【リエカ観光スポット】町のシンボル「時計塔」にまつわる楽しい豆知識
オーストリア帝国の影響を強く受けたリエカ。
町のシンボルである時計塔にもその影響を強く見て取ることができます。この時計塔は17世紀(1695)に建てられ、その後何度も改装されてきました。
まず特徴的なのはその色。オーストリア帝国(ハプスブルク家)の象徴である黄色で塗られていることに気が付きます。(「テレジアン・イエロー(※)」と呼ばれる黄色。女帝マリア・テレジアが好んだ色という逸話から、このように呼ばれています
(※)テレジアン・イエローとは俗称で「シェーンブルン・イエロー」あるいは「ハプスブルク・イエロー」とも呼ばれます)
また、時計塔の下に位置する石造りのゲートはレオポルド1世とカール6世のレリーフで飾られています。
そして最も興味深いのが、時計の文字盤のすぐ下に位置している双頭の鷲の彫刻。”双頭の鷲”は、ハプスブルク家の紋章として有名ですよね。ですが、よく観察すると、ハプスブルク家の鷲とは少し異なることに気が付きます。
大きく異なる点はふたつ。
まずハプスブルク家の紋章はお互いに逆方向を向いているのに対し、リエカの紋章の鷲は同じ方向を見つめています。
ふたつめは鷲が足に持っているもの。リエカの双頭の鷲は無限に水が流れ出す瓶を抱えているのです。これが意味するのは“オーストリア皇帝に対する絶えることなき忠誠”なのです。

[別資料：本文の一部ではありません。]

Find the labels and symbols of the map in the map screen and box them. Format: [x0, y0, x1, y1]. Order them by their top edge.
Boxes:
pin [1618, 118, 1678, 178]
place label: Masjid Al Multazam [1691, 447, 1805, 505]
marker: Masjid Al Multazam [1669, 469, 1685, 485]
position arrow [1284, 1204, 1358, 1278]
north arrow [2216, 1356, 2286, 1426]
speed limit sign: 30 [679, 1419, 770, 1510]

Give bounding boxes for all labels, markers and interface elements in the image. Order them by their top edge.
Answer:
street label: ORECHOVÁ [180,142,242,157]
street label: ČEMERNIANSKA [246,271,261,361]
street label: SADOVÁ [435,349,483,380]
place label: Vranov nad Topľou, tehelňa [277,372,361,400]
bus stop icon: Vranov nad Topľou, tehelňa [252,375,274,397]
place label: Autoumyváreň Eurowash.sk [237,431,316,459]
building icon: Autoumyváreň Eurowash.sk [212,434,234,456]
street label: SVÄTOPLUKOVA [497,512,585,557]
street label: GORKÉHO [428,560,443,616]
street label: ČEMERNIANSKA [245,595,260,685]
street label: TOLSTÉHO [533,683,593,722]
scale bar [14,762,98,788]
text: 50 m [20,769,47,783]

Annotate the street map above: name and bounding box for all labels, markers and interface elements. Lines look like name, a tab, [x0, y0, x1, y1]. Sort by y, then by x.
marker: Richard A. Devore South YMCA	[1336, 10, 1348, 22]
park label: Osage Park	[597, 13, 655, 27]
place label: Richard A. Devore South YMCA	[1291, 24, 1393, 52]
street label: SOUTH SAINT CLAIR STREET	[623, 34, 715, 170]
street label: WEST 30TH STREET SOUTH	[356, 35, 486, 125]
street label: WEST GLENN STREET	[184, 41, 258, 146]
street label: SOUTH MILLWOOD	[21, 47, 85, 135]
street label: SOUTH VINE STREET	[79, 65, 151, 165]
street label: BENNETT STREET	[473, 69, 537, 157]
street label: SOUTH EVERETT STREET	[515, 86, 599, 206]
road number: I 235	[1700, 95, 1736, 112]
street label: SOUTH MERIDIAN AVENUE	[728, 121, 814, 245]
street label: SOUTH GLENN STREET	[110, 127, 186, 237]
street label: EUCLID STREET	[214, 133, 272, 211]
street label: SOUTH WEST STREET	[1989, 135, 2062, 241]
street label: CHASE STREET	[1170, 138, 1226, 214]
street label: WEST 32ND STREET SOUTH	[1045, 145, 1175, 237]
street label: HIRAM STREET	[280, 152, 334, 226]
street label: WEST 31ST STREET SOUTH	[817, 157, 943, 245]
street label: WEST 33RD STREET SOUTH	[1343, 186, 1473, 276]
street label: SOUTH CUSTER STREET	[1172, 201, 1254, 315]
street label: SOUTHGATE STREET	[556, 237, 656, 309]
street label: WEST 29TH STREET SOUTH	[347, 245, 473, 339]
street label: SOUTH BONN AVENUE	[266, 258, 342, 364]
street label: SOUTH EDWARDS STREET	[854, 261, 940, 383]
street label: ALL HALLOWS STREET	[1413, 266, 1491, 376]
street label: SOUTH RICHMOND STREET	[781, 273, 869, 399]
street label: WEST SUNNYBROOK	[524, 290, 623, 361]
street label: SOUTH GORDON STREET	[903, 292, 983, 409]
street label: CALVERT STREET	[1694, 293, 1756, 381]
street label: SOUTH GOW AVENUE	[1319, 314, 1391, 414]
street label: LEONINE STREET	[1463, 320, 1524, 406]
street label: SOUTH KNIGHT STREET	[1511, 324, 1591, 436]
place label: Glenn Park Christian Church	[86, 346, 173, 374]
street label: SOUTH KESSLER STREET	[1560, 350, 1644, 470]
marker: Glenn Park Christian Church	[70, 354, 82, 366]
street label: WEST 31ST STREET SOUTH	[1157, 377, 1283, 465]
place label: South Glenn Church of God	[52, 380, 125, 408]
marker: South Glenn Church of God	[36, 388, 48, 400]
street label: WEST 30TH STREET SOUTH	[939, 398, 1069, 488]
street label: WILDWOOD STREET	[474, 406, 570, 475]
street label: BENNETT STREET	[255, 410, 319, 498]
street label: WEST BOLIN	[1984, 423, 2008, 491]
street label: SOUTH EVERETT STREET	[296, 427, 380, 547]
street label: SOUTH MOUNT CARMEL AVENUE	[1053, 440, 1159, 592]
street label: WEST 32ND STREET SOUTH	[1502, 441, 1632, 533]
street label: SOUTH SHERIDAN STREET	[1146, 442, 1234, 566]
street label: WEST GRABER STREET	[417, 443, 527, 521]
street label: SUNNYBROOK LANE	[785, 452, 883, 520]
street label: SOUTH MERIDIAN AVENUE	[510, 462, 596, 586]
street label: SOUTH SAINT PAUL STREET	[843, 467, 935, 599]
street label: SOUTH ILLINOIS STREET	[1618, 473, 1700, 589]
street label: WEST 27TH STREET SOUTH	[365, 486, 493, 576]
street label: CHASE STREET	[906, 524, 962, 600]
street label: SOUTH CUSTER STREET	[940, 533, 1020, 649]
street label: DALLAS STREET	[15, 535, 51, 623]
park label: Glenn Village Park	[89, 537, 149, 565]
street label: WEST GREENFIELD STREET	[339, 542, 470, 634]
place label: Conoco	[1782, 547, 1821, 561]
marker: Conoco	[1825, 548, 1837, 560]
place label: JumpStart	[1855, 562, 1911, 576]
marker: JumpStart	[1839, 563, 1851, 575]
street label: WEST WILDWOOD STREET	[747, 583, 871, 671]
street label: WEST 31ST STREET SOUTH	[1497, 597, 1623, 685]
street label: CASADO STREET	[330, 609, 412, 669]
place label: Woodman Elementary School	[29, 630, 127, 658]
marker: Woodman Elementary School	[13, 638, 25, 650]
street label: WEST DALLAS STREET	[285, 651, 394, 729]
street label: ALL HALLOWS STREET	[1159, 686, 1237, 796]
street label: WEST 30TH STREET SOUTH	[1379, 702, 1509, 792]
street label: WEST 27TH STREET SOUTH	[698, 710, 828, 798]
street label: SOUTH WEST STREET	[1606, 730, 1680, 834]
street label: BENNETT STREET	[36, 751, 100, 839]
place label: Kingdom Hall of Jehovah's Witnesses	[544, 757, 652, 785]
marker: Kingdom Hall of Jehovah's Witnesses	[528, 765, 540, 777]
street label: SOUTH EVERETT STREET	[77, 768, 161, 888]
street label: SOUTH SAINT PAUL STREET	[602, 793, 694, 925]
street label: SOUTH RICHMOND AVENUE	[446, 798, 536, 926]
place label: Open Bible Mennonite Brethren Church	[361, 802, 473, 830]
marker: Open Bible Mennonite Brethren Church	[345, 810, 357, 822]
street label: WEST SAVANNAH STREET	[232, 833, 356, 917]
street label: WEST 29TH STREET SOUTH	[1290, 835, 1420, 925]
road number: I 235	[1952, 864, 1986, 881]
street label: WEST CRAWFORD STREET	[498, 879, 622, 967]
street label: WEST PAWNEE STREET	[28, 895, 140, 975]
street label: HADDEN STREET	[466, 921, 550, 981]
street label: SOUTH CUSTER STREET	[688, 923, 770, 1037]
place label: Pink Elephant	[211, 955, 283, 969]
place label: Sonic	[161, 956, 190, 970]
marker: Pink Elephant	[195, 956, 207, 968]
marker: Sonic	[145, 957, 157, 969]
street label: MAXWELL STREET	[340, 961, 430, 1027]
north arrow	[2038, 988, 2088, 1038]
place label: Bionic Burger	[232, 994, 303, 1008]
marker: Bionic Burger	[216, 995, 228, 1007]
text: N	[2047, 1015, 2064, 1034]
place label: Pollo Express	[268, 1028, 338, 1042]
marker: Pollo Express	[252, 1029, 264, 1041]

かつてこの彫刻は塔のてっぺん付近に位置していたそうですが、第一次世界大戦後、イタリア人兵士の手により、ふたつあった鷲の頭の片方が切り落とされて(破壊されて)しまったそうです(ひとつ頭の鷲が意味するもの…それは“ローマ帝国”、つまりこの地を支配しているのは“オーストリア”ではなく“イタリア”ということを示唆するためです)。
そして第二次世界大戦後はこの彫刻は完全に撤去されてしまいましたが、現在はまた時計の文字盤の下にその姿を見られるようになりました。
町のシンボルである時計台にここまでたくさんオーストリア帝国の痕跡、オーストリア帝国を称えるレリーフが残されている理由…。それは265年以上前にも遡ります。
1750年、大地震に見舞われ、町の大部分が壊滅されたリエカ。当時この地を支配していたオーストリア帝国の女帝マリア・テレジアは、町の復興のために莫大な資金を投じました。
古い街並みが残る地域はそのまま残し、壊滅的な被害を被り何も残っていなかった海沿いの地に新たな街が建設されました。それが現在のリエカの中心地、コルゾ通りが伸びるエリアなのです。
町の再建が進められる中、リエカの彫刻家、アントニオ・ミケラッツィは”瓶を掴む双頭の鷲”の彫刻を取り付けました。きっと彼は、オーストリア帝国への感謝の気持ちを込めたのでしょう…。
現在リエカの時計塔には4面全部に時計が取り付けられていますが、これは1784年に当時“(現在のスロベニアの首都)リュブリャーナで最高の職人”と称された時計職人から購入したもの。
ですが、1873年になると、ウィーン万国博覧会に展示されていたゼンマイ仕掛けの時計に付け替えられました。それ以降、これら4つの時計は現在でもリエカの時を刻み続けています。
リエカを散策される際は、この小話をふっと思い出していただけると嬉しいです。
みなさんのリエカ散策が楽しい思い出いっぱいの時間となりますように・・・!